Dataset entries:
----------------------------------------
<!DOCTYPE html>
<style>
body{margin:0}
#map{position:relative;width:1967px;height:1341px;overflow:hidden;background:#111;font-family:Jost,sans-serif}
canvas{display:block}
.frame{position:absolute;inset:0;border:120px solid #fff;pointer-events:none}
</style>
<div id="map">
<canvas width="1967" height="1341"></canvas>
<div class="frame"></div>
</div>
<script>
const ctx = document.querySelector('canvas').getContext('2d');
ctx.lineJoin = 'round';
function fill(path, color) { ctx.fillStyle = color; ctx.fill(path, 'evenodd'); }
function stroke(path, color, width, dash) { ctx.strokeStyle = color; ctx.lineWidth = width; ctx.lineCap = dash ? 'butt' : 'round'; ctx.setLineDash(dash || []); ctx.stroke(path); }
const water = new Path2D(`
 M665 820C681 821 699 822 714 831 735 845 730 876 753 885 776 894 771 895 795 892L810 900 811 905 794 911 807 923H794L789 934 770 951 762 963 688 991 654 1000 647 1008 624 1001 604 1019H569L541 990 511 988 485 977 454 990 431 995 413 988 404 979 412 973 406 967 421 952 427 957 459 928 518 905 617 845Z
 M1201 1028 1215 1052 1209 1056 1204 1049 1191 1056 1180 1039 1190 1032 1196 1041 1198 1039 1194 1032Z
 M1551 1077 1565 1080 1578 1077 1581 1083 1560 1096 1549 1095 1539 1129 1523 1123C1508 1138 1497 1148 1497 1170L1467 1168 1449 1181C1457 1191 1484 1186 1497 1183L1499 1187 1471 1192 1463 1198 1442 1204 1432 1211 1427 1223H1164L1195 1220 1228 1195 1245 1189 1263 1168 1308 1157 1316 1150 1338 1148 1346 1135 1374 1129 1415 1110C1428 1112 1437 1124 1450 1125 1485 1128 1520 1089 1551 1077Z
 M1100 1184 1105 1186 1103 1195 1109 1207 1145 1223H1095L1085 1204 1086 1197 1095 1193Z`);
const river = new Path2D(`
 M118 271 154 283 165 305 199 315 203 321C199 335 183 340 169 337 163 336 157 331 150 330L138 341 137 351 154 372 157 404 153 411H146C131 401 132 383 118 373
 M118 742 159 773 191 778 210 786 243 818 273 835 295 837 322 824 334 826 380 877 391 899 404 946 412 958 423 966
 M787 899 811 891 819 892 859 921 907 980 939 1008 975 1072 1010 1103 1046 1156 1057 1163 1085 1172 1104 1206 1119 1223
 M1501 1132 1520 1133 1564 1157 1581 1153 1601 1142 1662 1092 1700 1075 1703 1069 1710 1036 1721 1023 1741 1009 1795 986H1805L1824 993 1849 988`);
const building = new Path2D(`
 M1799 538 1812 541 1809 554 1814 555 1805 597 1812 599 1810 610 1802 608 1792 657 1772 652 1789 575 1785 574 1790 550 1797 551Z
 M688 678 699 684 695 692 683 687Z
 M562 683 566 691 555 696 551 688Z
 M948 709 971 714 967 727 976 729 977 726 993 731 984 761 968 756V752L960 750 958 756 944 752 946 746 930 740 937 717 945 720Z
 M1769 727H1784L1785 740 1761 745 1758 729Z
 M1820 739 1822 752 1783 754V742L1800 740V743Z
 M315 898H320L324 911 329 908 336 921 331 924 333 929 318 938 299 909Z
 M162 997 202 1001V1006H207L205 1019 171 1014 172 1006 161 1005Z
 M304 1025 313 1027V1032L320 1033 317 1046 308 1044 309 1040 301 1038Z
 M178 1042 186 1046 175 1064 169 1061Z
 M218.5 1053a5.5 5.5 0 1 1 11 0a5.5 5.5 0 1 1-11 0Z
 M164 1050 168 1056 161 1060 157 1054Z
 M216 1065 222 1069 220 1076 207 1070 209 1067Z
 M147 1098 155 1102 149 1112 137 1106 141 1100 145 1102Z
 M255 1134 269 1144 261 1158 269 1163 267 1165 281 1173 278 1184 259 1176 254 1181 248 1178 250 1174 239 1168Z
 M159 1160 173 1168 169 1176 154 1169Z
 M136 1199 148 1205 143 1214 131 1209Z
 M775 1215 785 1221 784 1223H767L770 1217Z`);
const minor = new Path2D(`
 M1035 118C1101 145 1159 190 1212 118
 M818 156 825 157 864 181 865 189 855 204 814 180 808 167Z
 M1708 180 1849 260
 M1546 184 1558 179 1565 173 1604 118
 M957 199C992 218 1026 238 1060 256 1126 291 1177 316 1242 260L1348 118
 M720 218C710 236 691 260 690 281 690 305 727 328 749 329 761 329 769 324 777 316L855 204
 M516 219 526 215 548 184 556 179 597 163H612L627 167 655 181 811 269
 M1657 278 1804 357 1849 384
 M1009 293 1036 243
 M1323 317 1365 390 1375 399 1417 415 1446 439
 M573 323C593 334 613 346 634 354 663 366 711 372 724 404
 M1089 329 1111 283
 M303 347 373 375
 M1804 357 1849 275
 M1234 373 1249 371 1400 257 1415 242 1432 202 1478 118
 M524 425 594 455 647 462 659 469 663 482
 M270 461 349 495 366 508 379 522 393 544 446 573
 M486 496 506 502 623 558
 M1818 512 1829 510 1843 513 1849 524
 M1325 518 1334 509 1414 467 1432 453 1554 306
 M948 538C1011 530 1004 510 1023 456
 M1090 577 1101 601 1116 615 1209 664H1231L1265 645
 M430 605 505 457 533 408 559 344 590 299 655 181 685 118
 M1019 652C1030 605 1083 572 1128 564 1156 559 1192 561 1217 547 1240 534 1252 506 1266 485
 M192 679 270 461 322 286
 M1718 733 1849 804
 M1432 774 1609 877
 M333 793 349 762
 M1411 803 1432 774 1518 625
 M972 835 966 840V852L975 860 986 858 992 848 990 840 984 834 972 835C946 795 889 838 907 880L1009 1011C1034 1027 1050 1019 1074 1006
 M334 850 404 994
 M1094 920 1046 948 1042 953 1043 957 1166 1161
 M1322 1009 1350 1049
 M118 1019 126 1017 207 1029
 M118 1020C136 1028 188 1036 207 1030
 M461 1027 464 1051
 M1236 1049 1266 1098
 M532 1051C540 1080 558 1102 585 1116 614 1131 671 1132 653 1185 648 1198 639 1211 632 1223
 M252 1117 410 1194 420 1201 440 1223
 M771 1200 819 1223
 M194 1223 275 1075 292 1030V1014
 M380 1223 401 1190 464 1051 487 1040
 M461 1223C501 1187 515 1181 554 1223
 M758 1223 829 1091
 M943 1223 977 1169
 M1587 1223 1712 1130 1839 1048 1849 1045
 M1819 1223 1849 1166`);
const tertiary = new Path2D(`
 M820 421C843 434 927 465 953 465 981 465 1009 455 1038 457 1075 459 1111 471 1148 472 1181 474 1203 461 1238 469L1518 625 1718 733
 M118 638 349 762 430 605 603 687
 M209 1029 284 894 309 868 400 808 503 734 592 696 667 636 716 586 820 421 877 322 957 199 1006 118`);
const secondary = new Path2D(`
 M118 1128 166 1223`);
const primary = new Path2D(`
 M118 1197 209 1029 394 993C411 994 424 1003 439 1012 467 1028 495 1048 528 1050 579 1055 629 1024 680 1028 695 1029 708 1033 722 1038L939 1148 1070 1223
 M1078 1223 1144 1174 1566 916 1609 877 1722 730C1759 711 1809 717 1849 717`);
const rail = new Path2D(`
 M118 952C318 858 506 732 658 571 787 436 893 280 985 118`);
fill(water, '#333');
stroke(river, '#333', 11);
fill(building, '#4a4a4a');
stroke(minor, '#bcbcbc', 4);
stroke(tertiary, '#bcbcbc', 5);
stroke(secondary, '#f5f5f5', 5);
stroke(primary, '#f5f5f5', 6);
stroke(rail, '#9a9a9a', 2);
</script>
----------------------------------------
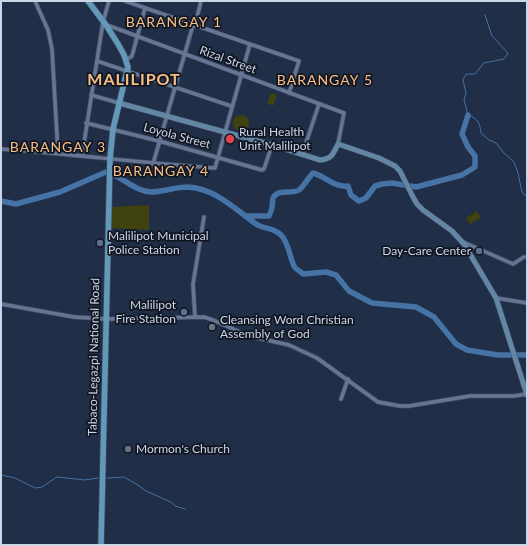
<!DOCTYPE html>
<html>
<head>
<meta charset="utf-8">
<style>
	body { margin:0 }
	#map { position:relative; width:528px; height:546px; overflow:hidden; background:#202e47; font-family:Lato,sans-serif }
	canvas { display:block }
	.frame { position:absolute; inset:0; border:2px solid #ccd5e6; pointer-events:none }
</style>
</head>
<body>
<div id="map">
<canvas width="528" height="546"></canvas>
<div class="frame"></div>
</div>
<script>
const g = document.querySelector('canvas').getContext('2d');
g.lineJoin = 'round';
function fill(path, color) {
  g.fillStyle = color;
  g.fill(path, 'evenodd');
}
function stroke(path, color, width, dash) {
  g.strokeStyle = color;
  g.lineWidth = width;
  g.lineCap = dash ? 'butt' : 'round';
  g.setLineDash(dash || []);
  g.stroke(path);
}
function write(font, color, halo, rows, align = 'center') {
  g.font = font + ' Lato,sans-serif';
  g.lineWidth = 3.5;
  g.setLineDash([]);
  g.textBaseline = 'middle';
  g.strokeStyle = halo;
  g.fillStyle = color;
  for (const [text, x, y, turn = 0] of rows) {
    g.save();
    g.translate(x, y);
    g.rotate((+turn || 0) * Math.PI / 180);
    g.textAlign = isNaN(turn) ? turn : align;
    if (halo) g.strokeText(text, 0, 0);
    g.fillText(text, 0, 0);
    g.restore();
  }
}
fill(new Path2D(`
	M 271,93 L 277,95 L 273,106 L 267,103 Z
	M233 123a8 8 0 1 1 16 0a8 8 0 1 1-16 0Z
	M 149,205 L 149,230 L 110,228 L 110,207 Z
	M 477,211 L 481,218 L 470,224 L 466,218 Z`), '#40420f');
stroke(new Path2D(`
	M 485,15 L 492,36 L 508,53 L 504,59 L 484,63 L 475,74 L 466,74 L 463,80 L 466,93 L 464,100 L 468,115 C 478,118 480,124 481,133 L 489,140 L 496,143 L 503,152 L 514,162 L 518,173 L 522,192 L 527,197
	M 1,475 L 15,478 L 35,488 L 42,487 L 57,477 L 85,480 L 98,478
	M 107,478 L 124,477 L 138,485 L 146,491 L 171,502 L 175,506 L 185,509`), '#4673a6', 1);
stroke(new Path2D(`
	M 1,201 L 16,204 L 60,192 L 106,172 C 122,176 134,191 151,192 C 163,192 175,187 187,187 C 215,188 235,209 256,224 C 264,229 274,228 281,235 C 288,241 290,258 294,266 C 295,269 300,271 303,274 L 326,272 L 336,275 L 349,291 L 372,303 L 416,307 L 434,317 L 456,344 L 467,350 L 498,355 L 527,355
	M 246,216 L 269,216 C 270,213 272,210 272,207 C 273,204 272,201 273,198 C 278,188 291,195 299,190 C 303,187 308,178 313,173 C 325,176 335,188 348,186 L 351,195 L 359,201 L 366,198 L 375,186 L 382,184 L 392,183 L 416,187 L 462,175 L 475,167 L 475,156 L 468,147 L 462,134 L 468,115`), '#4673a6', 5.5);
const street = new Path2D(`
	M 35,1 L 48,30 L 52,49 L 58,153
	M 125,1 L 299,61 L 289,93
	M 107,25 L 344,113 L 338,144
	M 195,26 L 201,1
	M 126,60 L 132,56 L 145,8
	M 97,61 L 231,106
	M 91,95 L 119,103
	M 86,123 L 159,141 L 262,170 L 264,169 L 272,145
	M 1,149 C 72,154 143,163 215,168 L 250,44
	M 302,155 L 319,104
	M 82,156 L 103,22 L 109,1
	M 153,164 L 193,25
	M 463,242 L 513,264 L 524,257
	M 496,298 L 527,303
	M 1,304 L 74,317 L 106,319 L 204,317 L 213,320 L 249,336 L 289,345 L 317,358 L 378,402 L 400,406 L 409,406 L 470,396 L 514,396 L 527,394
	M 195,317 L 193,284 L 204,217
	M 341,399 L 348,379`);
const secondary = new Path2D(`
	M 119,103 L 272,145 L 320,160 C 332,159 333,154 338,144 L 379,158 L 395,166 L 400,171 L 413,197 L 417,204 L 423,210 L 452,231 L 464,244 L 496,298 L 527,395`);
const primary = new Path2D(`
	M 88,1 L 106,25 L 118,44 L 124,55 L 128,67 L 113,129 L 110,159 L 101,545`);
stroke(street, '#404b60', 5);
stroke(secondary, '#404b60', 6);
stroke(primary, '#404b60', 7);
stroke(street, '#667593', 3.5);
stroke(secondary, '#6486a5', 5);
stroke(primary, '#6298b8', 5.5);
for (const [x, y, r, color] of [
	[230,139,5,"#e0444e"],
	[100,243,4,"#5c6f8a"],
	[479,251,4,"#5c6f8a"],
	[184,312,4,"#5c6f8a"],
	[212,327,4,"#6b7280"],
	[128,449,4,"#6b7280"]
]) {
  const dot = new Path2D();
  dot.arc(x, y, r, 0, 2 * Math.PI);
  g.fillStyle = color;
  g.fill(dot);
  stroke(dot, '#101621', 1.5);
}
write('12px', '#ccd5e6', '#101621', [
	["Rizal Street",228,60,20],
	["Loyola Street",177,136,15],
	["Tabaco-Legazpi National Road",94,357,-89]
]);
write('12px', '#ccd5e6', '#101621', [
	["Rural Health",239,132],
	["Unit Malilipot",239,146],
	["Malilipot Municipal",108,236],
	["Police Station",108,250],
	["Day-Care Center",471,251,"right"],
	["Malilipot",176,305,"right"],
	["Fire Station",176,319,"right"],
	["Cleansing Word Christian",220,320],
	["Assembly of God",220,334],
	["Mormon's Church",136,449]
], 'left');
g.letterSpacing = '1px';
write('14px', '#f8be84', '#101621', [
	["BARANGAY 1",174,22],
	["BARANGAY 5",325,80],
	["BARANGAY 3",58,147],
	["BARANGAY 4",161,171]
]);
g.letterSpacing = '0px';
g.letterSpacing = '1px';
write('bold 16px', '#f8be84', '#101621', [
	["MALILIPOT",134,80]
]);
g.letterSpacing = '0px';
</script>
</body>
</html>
----------------------------------------
**Required work:** Locate the word "querySelector" in the records above, and return each line that has it.

**Written reply:**
const ctx = document.querySelector('canvas').getContext('2d');
const g = document.querySelector('canvas').getContext('2d');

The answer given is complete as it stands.